Я позвонил маме, сказал, что очень долго не увидимся и всё такое. Потом солдаты по команде старшего лейтенанта Гаврилова дали залп в воздух. Очень стройно, без единого форшлага. Мы все пожали друг другу руки. Гаврилов попросил меня быть предельно осторожным, чтоб не подвести его и его товарищей под монастырь. Причем он перекрестил меня на прощанье. Мне было немного неловко. Да всем было, как-то, не по себе. Чуть не убили. А тут такой поворот.
- Свободен. Беги уже!
Я, смущенно улыбаясь, помахал моим не состоявшимся палачам рукой, и скрылся в ближайшей лесополосе.

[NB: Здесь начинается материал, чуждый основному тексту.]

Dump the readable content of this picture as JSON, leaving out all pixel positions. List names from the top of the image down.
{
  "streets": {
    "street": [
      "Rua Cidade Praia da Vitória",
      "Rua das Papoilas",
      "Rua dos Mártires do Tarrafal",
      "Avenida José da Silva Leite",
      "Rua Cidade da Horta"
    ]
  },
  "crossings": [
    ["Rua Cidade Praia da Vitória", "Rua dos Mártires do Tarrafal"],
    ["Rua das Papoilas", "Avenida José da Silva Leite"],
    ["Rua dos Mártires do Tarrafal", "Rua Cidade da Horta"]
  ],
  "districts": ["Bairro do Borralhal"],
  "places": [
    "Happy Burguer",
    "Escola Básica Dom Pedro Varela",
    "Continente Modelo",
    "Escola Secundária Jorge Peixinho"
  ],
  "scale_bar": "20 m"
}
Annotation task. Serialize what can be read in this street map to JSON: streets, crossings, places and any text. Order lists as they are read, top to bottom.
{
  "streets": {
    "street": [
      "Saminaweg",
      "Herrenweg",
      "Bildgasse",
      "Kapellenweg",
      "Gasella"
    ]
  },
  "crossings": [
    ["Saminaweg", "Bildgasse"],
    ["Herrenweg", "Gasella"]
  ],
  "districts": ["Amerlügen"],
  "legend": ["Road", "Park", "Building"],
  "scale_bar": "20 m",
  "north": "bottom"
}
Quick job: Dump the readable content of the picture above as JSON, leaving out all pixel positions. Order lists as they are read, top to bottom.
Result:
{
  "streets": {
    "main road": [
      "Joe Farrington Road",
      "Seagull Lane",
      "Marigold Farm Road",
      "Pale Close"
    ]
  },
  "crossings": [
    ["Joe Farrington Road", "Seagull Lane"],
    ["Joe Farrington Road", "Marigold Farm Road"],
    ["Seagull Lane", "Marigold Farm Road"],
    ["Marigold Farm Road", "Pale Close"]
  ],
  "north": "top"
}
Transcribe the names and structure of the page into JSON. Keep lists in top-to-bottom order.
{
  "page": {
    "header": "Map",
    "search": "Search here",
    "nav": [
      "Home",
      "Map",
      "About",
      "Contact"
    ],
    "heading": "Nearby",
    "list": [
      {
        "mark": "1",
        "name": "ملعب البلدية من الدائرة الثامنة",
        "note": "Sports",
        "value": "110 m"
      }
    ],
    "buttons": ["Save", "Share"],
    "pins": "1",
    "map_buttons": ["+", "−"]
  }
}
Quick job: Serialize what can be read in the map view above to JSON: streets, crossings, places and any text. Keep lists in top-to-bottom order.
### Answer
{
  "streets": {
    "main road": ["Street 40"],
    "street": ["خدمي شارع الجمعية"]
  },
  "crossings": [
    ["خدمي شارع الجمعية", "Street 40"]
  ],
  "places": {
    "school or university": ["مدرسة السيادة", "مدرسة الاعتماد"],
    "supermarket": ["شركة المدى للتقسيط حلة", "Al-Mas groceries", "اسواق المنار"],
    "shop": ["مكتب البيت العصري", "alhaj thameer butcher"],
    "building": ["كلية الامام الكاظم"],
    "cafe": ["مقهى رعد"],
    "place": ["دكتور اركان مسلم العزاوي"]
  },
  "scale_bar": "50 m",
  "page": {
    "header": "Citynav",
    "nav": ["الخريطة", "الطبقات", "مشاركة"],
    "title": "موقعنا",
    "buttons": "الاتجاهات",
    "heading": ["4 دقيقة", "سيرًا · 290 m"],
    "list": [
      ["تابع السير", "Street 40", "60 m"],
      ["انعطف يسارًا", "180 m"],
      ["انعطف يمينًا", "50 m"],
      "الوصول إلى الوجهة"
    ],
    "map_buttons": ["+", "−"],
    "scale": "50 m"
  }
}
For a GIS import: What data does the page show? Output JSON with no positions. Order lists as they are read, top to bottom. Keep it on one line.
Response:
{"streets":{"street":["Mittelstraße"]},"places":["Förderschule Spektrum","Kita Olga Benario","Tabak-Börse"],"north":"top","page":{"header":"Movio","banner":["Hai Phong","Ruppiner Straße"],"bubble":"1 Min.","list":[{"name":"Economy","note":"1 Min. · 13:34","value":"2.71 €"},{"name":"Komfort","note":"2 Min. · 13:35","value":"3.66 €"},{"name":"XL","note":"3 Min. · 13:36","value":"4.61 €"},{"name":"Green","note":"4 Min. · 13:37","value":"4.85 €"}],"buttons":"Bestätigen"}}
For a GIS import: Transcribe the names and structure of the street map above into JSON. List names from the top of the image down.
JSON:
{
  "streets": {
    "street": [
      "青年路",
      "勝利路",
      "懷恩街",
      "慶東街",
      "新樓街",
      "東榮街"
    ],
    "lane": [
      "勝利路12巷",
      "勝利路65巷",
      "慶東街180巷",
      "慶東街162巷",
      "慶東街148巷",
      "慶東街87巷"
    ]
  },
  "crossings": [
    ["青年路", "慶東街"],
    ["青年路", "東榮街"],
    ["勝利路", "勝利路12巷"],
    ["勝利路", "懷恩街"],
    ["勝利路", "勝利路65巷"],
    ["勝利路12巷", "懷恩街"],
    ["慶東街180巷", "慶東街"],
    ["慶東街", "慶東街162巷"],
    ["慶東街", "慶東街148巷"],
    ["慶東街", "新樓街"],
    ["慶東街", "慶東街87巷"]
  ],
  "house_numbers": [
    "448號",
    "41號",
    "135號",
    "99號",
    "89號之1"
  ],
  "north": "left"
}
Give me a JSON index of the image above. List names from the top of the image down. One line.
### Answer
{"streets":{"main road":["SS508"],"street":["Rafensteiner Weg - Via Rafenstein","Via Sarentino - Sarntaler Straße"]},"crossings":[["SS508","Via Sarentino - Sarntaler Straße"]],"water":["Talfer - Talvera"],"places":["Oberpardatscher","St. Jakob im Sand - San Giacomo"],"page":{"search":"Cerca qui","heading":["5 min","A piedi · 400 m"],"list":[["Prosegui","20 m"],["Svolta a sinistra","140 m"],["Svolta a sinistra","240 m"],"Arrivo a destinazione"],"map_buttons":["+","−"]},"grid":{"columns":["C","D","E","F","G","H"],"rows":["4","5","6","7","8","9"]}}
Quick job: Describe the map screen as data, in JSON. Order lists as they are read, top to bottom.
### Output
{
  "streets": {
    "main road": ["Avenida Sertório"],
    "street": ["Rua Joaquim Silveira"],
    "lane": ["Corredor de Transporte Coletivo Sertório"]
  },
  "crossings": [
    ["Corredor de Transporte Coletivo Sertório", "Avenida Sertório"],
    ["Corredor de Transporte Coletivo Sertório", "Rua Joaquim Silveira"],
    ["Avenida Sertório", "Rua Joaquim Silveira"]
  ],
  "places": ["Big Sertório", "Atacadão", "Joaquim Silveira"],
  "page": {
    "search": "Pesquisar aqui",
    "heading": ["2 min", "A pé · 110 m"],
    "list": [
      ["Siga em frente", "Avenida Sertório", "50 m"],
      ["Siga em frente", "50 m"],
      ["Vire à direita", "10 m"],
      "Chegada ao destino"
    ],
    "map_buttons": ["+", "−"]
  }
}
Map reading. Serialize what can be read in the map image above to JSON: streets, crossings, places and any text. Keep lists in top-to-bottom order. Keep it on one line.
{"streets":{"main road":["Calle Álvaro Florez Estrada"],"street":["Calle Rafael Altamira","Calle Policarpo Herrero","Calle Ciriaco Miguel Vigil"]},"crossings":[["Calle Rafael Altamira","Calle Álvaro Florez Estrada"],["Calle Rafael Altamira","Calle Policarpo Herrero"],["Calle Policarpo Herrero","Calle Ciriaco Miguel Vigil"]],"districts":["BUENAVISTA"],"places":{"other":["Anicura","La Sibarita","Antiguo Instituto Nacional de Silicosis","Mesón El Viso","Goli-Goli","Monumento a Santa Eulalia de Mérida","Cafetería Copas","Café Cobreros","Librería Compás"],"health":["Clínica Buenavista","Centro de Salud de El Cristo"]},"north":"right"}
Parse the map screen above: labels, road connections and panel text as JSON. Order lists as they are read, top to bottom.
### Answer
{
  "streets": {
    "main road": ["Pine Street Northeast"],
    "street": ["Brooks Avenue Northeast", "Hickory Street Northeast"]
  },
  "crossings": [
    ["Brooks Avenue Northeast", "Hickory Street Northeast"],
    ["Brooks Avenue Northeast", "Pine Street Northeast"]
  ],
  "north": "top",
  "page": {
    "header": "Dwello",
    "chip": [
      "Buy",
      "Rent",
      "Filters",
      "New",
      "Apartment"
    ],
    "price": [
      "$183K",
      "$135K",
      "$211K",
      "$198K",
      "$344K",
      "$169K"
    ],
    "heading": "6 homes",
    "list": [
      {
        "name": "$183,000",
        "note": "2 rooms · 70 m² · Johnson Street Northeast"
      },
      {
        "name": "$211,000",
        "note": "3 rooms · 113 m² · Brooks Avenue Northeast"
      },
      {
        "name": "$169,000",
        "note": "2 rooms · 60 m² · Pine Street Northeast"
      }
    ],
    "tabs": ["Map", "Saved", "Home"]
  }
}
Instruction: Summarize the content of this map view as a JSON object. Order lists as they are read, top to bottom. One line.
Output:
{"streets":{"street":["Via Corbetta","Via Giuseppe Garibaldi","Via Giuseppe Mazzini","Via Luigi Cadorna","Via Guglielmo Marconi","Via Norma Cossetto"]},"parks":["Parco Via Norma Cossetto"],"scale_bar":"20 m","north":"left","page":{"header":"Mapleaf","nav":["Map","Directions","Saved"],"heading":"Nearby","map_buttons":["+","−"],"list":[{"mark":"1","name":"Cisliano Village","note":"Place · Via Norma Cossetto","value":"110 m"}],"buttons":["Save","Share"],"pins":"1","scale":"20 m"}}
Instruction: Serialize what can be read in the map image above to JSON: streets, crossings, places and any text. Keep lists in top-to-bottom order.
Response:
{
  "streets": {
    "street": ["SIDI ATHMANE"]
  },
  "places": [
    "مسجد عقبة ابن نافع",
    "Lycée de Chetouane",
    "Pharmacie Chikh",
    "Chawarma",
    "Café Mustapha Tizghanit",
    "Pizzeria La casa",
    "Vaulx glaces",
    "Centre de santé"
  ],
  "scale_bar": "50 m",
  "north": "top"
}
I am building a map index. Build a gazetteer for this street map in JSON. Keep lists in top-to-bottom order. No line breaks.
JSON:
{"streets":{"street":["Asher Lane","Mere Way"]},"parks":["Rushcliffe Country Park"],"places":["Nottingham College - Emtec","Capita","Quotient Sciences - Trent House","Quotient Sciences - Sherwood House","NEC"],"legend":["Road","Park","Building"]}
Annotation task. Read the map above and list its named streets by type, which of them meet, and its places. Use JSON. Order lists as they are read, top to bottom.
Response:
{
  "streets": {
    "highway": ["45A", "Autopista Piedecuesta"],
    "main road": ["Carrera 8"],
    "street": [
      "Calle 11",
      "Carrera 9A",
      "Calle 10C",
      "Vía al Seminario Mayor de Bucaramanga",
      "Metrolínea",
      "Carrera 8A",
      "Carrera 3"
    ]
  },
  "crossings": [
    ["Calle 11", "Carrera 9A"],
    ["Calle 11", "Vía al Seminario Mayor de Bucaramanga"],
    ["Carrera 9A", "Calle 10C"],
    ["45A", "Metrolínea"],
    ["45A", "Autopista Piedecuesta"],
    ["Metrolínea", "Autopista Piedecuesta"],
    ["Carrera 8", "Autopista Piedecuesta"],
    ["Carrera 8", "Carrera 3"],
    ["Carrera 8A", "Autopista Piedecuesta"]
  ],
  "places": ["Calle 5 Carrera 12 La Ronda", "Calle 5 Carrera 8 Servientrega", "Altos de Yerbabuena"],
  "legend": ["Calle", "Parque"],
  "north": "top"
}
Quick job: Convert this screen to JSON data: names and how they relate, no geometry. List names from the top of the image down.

Мой звонок маме означал, что меня свинтили, но я выкрутился. В центр
она передала, чтобы меня ждали наши на определенной конспиративной квартире в этом квадрате и поменяли дислокацию агентов, местоположение оружейных складов, провели серьезную рекогносцировку, и вообще залегли на дно, пока стихнет паника в городе.
Жить хорошо, подумал я, даже если плохо жить. Хотя потом вообще смерть! Вот это - 100%. Ну хоть что-то определенное!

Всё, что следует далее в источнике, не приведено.